Your assessment is sound. This will be a real test of evangelicals to see if they can put aside their many perceived and few actual theological differences with Mormons and realize that what is more important is supporting someone with the same values. A person of the Jewish faith is not Christian, doesn't agree theologically, but may also share the same values. I would hope that evangelicals would also vote for someone of the Jewish faith for the same reason.
I don't think anyone should hesitate to pull the lever for someone who shares their same values despite some theological differences. When theological differences come into play is when those theological differences lead to a wide separation of values. When a candidate's values are nearly the same as a voter, then the theological differences aren't nearly as relevant - if at all.
There are many very real, deadly-serious theological differences between evangelical Christianity and Mormonism, such that many (including me) cannot accept Mormonism as being within Christianity at all.
But you are right about the rest.
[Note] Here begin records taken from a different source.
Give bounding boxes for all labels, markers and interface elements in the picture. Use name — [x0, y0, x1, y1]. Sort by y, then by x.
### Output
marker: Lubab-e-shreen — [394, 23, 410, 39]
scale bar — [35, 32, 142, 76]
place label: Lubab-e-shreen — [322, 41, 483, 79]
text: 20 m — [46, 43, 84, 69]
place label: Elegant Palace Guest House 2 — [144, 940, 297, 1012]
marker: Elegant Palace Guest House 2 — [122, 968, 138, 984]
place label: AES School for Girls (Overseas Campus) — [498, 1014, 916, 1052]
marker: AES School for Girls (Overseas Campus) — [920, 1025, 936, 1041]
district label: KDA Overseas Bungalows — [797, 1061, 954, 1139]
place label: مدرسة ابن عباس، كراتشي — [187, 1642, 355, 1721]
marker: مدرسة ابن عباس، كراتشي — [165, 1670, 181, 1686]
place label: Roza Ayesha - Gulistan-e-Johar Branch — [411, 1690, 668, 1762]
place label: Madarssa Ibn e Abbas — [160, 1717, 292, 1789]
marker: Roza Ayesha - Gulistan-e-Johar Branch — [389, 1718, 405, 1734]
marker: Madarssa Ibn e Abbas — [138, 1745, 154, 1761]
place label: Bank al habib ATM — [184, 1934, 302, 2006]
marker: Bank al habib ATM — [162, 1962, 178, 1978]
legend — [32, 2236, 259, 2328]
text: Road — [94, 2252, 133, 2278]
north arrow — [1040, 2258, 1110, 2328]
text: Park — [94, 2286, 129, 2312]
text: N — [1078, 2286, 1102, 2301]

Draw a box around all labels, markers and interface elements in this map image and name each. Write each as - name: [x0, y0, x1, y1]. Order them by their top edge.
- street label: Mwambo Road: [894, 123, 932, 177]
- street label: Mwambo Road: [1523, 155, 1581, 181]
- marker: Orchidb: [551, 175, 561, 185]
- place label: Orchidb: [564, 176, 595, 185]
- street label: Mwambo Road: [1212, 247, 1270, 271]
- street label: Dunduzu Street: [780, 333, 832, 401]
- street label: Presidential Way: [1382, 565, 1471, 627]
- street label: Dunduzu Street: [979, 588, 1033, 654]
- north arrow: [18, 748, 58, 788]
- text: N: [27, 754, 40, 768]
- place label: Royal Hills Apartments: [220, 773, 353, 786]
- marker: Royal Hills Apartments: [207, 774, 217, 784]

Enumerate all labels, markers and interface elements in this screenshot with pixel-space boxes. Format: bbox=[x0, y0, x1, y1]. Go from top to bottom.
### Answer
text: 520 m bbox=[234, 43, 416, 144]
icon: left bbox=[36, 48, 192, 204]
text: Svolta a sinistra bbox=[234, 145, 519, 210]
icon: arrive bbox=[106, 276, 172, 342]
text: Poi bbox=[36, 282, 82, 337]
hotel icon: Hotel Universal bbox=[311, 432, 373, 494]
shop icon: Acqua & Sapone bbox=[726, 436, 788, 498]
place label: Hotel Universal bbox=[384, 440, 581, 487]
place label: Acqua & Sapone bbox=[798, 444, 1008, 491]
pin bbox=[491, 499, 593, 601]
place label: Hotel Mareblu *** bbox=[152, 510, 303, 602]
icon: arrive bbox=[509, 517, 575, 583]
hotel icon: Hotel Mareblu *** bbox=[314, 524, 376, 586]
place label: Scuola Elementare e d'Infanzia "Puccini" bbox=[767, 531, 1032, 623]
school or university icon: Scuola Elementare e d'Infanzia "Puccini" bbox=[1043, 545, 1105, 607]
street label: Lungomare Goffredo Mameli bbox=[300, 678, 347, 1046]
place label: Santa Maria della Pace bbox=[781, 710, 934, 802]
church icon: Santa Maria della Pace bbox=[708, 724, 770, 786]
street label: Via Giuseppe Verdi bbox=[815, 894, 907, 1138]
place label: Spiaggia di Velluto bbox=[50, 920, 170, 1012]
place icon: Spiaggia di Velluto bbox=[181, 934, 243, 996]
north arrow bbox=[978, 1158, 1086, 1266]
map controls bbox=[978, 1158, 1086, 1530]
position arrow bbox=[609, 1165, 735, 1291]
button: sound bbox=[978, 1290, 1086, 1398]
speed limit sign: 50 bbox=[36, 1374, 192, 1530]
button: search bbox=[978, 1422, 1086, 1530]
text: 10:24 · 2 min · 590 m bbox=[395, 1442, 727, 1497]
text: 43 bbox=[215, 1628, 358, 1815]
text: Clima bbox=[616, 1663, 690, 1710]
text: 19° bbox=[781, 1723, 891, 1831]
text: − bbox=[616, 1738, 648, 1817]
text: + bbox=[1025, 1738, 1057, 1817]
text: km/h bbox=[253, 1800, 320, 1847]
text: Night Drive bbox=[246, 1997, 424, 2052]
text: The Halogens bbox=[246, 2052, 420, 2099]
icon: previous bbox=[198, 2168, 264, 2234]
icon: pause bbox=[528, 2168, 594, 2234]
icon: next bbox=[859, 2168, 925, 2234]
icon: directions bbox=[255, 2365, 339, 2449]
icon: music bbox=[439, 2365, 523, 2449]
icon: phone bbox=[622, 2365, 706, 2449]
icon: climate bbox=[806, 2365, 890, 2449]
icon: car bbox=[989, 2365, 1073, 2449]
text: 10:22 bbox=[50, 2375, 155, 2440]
And at this point I consider myself a Romney supporter, although I'm also open to Fred Thompson and (if he would just drop the nanny-state crap) Mike Huckabee at this point.
The stakes are high. Do conservative Christians ignore their core beliefs and vote into office a man whose religion claims to be THE restored Christianity and therefore by inference the Christianity of the conservative Christians not in that church are not 'real Christians'? The current Romney strategy is to reverse this question and make it appear that Mormonism is being attacked as not Christian, when of course the reverse is the reality as clearly seen in the founding principle claims of Mormonism. I don't think dissonance is going to work as a strategy to get this man elected Presidnet. But the Romney camp seems to think it will, when 'hold your nose' push comes to 'fall in line regardless' shove.
Listen, if the "theological differences" were really "few," Joseph Smith would have tried to be a reformer, not a restorationist. Joseph wouldn't have unloaded his try of a nuclear spiritual bomb by labeling "all" Christian creeds as "an abomination before God" and he wouldn't have labeled them as "all" corrupt.
But nice try. I mean the Reorganized Church of LDS doesn't even try to reduce their differences with the Mormon church as "few," and here both are Book of Mormon, restorationist-believing entities.
As for some of those "few" differences: Christians don't baptize dead folks; they're not polytheists; they don't believe they can become gods; their Heavenly Father wasn't a created being; they don't attempt to earn salvation or exaltation; they don't believe their only living prophet & spiritual interpreter lives in the Salt Lake City area; and I could go on and on about those "few" differences.
You also keep neglecting how it is that Mitt is supposed to inspire us when his faith keeps telling us: : "You are an apostate from Christ. Every creed of yours is an abomination before God. Your leaders are corrupt. So I can count on your vote, then?"
I mean I could head off down the street to a local major retailer and pull off a book right there published from Utah that outlines the so-called 100% apostasy of the Christian church. (100% = no true survivors outside the LDS church)
Why would we want a White House-hyped faith elevated by the Salt Lake City PR machine that specializes in diminishing the historic Christian faith and everyone who identifies with that?
“few actual theological differences with Mormons”
Like maybe the entire “Book of Mormon?”
Heck, that’s only ONE difference, isn’t it?
My take on Romney (at this point) is that he’s a poll watcher, like Clinton. He is so concerned about his image. Doesn’t say anything unless it has been fed to him and rehearsed...He’s like a news anchor. Perfect looks, and a script.